Re: Portability Considerations

On Sun, 17 Mar 2024 at 04:37, Alice Osako wrote:

Well, ISO is as much a legacy standard as PIM.

Is there a more recent promulgated standard, then?

There is Wirth's successor language to Modula-2, called Oberon and there is a revised Modula-2 by Rick Sutcliffe and myself.

Oberon is very much a stripped down Modula-2 with extensible records replacing variant records, which supports both the static and dynamic dispatch paradigms of OOP. Unfortunately, it is overly simplistic, which led to balkanisation with a large number of dialects. But there are quite a few compilers available supporting one or another of these dialects. However, to my knowledge there is no GCC support.

Our Modula-2 revision is a modern language derived from PIM4 with Oberon-style extensible records replacing variant records, unnecessary and outdated features removed and modern features added to increase expressive power without increasing the footprint of the core language. To avoid balkanisation it provides means to bind library functions to built-in syntax and thereby elevate user defined types to first class status. It also defines interfacing to C, the JVM and CLR. Unfortunately, our compiler is still work in progress as this is an unfunded pet project on which we can only work sporadically. Gaius has pledged support in GM2, which is likely to appear in a "one feature at a time" manner.

Perhaps it is noteworthy that we have an agreement with Springer for a fifth edition of Wirth's "Programming in Modula-2" based on our core language definition and thus this is poised to become PIM5. Springer wanted to keep the same structure as in the previous editions with two parts, (1) a tutorial part and (2) a language report part, where Rick was to write/edit the former, and I the latter. The language report is finished, but the first is not as Rick had a tragedy in his family that required his full attention and I didn't feel like bothering him about it since, after all, I haven't finished the compiler yet either.
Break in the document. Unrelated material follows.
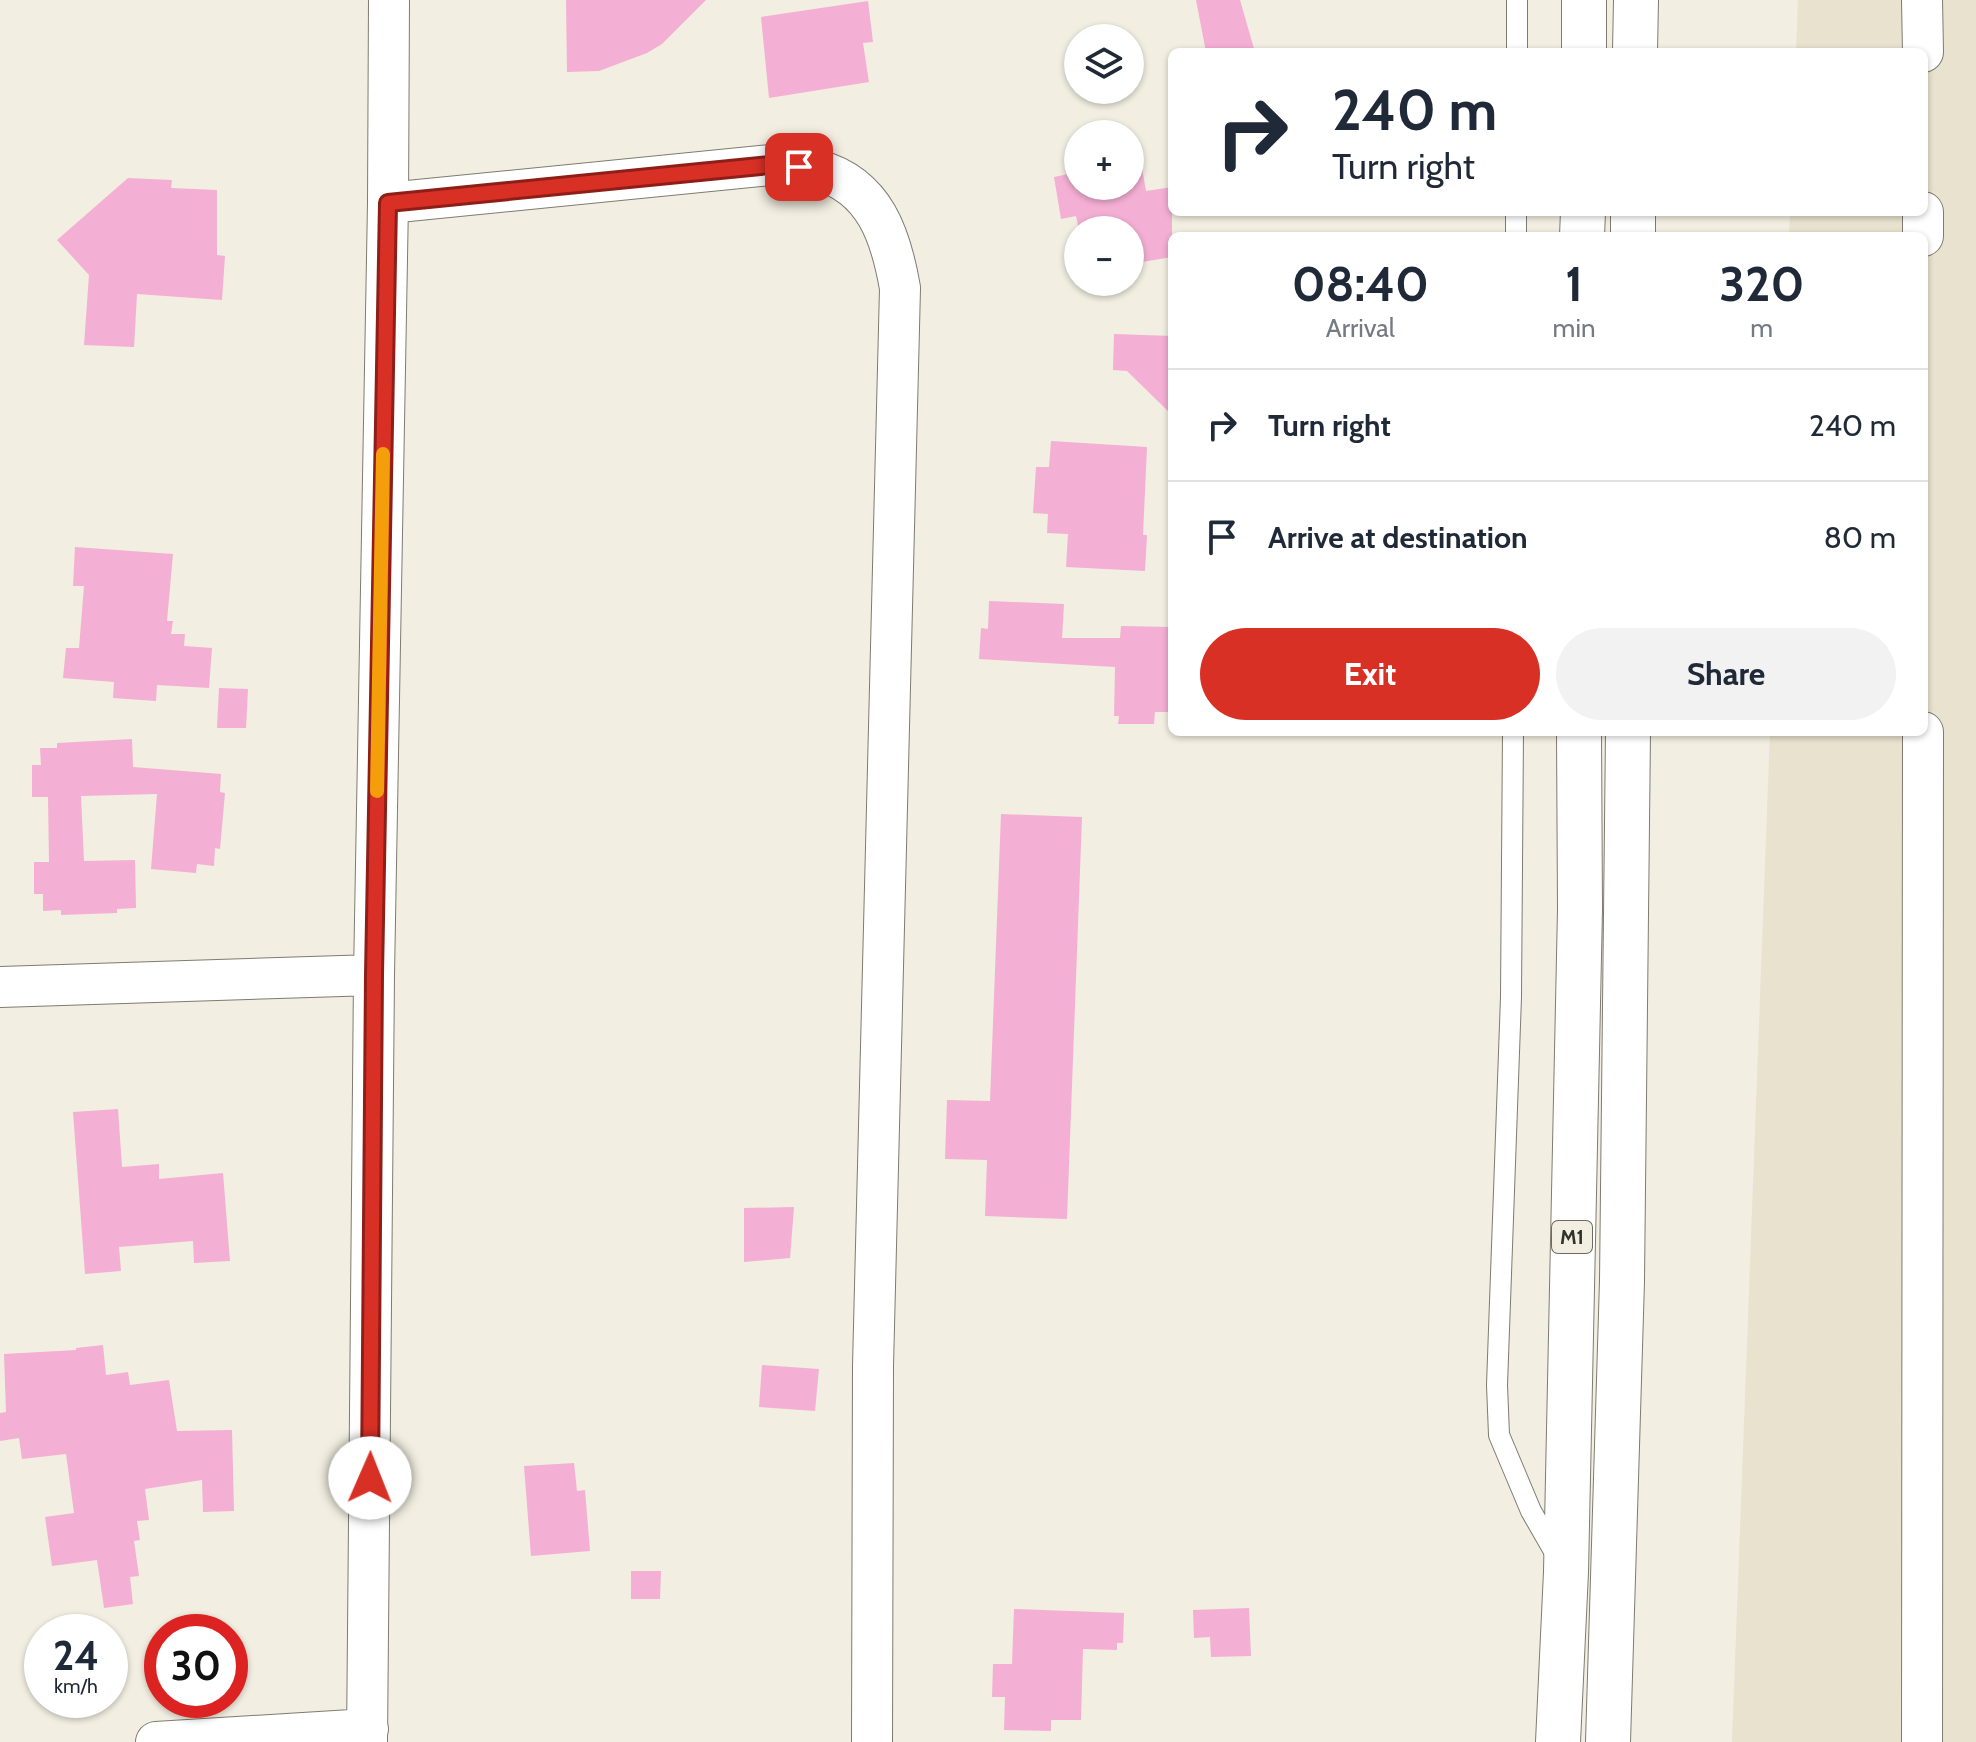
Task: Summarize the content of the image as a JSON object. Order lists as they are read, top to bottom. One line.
{"streets":{"highway":["M1"]},"page":{"map_buttons":["+","−"],"turn":["240 m","Turn right"],"eta":["08:40","Arrival","1","min","320","m"],"list":[{"name":"Turn right","value":"240 m"},{"name":"Arrive at destination","value":"80 m"}],"buttons":["Exit","Share"],"speed":"24 km/h","limit":"30"}}
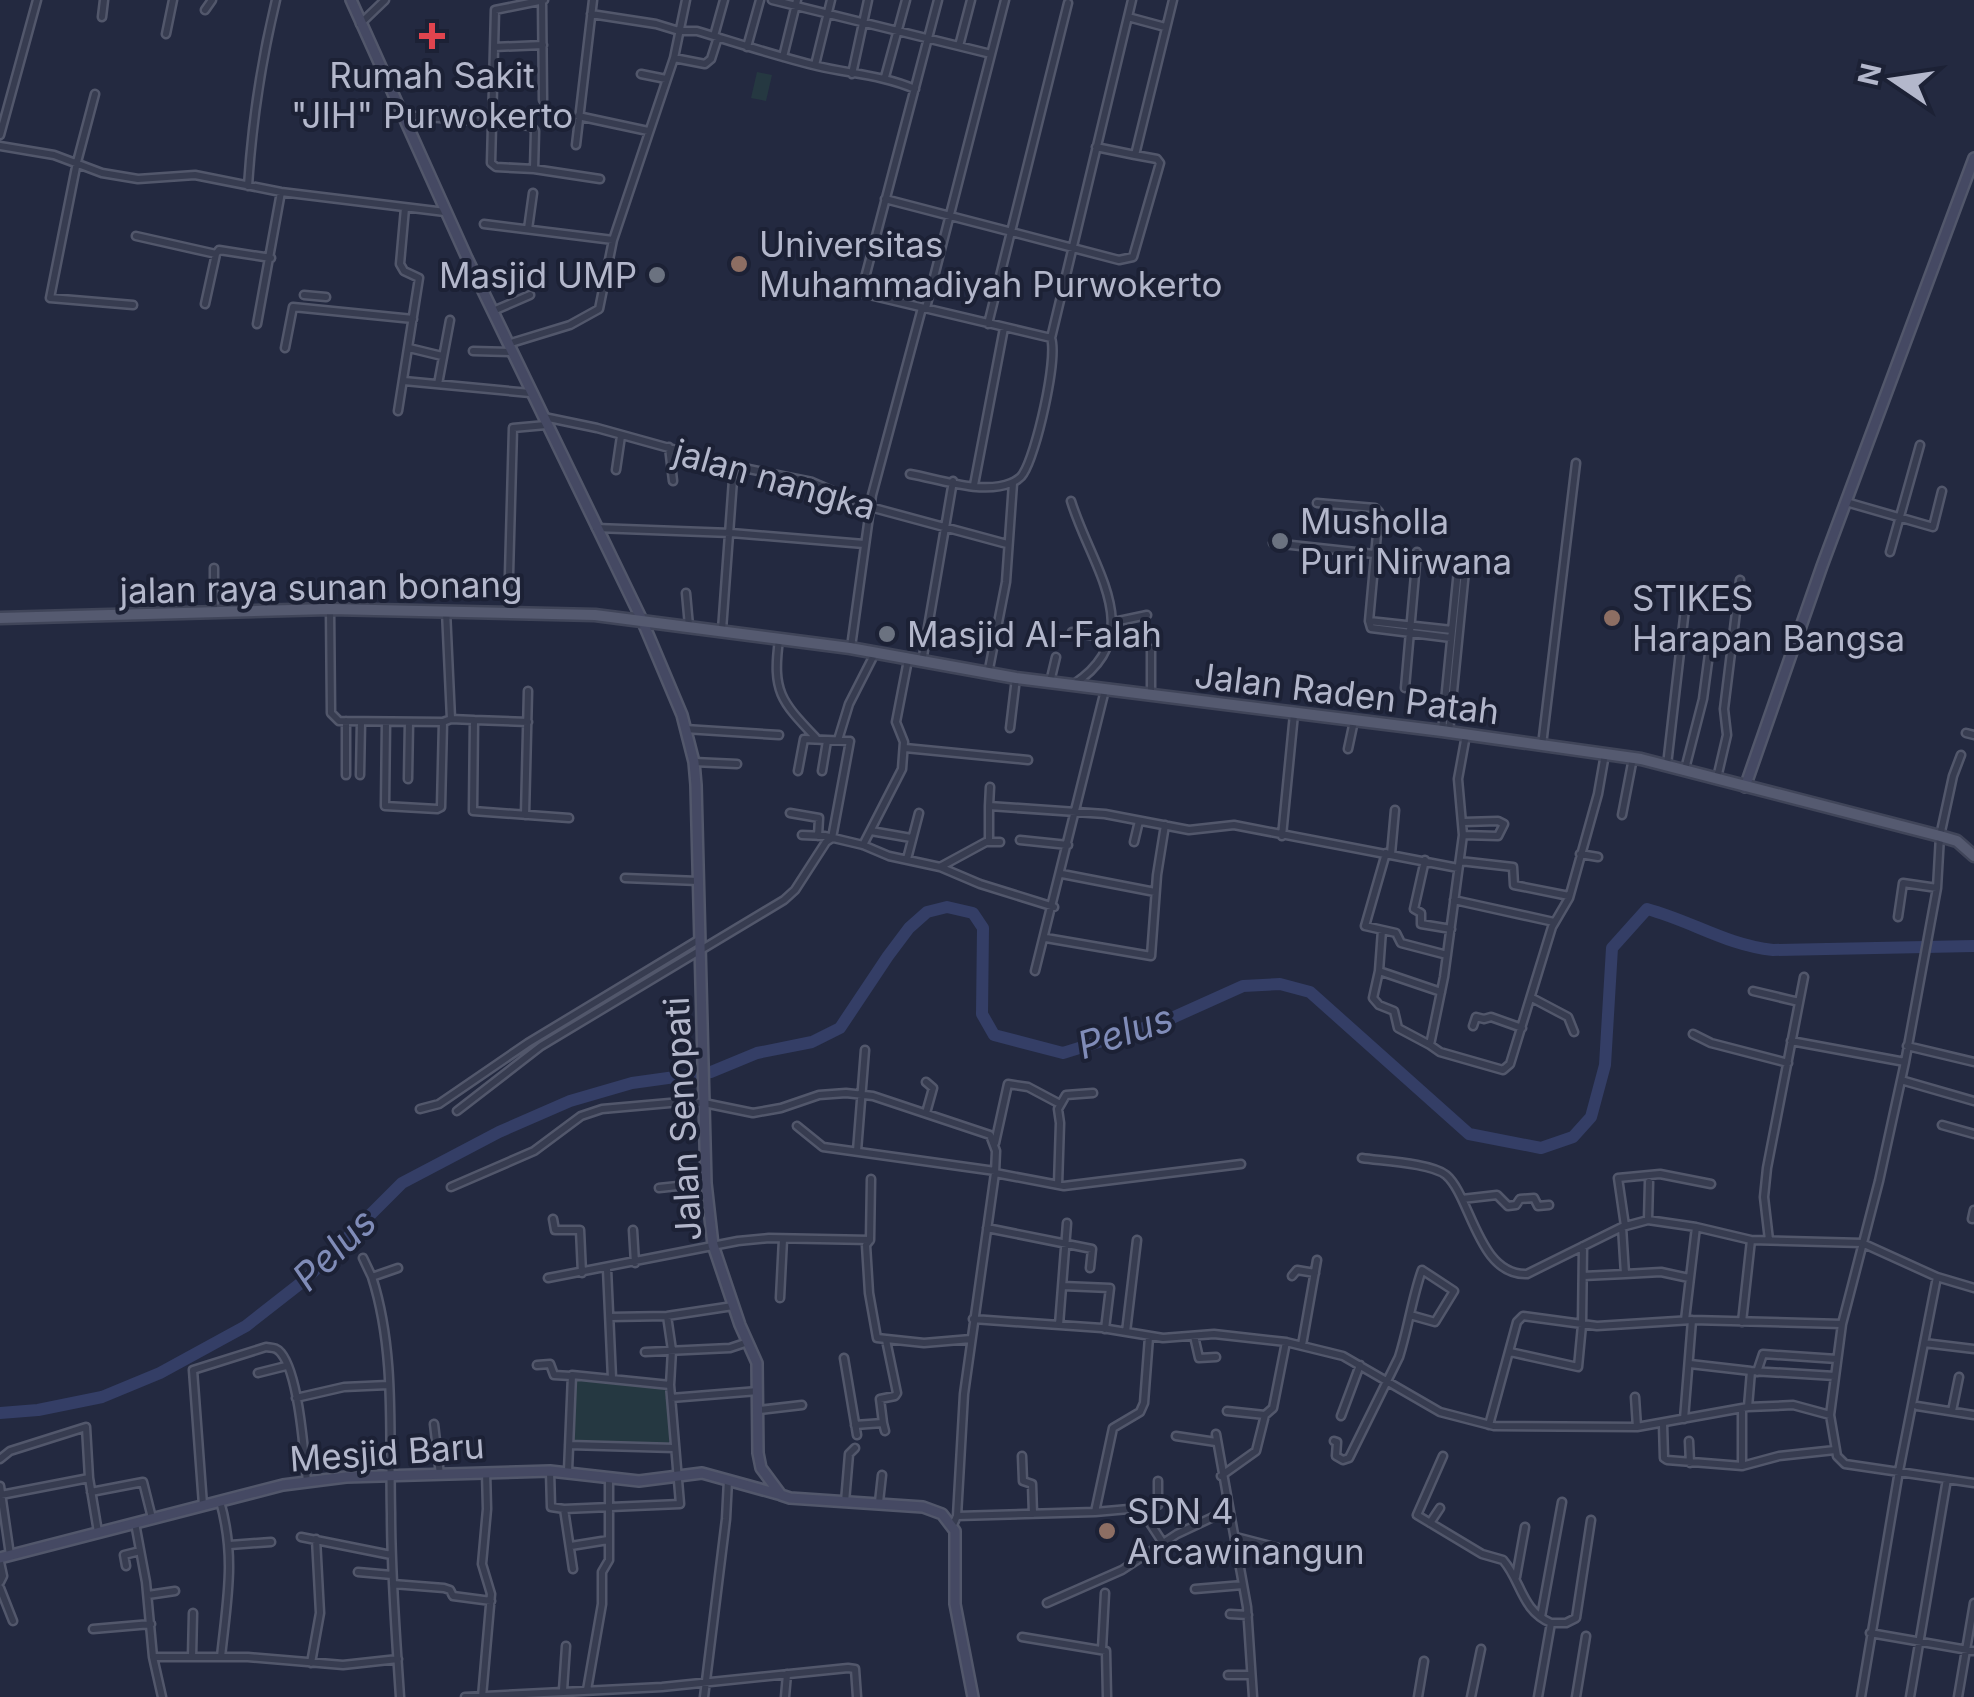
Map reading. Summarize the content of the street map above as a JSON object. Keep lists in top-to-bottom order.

But we'll get there eventually.

I'd like to point out that it is possible to write portable code in Modula-2 in the manner I advocated on this list before and again mentioned in my comments on your recent posts, and in doing so the code will be fairly straightforward to migrate to M2R10/PIM5.

One supported by the GCC implementation?

As mentioned, Oberon isn't and M2R10/PIM5 isn't yet.

Pretty much all other modifications to the core language made things worse.

I am not so well versed in the language at this time to judge how the ISO changes made things worse. Can you give me some examples of this?

Due to having spent an entire decade revising the language, I have looked at this in-depth and I could write an entire book on what is wrong with ISO M2. Rick was on the ISO standards committee from its early days until the very end and he was the designer and editor of the ISO I/O library and the generics extension. I had briefly participated in the committee myself. We both share the view that ISO M2 turned out to be that very same thing all the participants had hoped to avoid, pretty much repeating the folly of the Algol committee that led to Algol-68. In its defense, ISO M2 is not quite as bad as Algol-68, yet it had the same effect: it pretty much killed the language.

I had already mentioned the FOR loop semantics, which is a less evil example how ISO went wrong. The intentions were good in that the working group didn't want to leave the semantics undefined. But the way in which this was then done is not much better than leaving it undefined in the first place. The loop variant is still syntactically accessible outside the loop body even though its value is semantically undefined. In our revision we solved this by making the loop body the scope of the loop variant. It does not exist outside the loop body. For this, the loop variant is not declared in a VAR section but right inside the loop header.

(* foo is not defined yet *)

FOR foo IN bar DO (* <= foo is defined in the loop header *)

(* foo is in scope here *)

END; (* FOR *)

(* foo is no longer in scope here *)

Far more evil is the BITSET type and bitwise operations.

Suppose you need to implement a hash function that operates on strings. For this you iterate over all characters in the string and apply various operations where the operands are each character and the eventual result is accumulated in a temporary value. The operations used for hashing are typically addition and subtraction ignoring over- or underflow, shifts, rotations, logical NOT, AND and OR. None of these operations are permitted on type CHAR, and addition and subtraction aren't permitted on BITSET either. So we need to import from SYSTEM to use CAST and this will clutter our hash function as we have to cast forwards and backwards between CARDINAL, BITSET and CHAR, depending on what operation is used in the composite _expression_ that calculates the cumulative hash value. The code quickly becomes unreadable and difficult to maintain, significantly increasing the opportunity for error.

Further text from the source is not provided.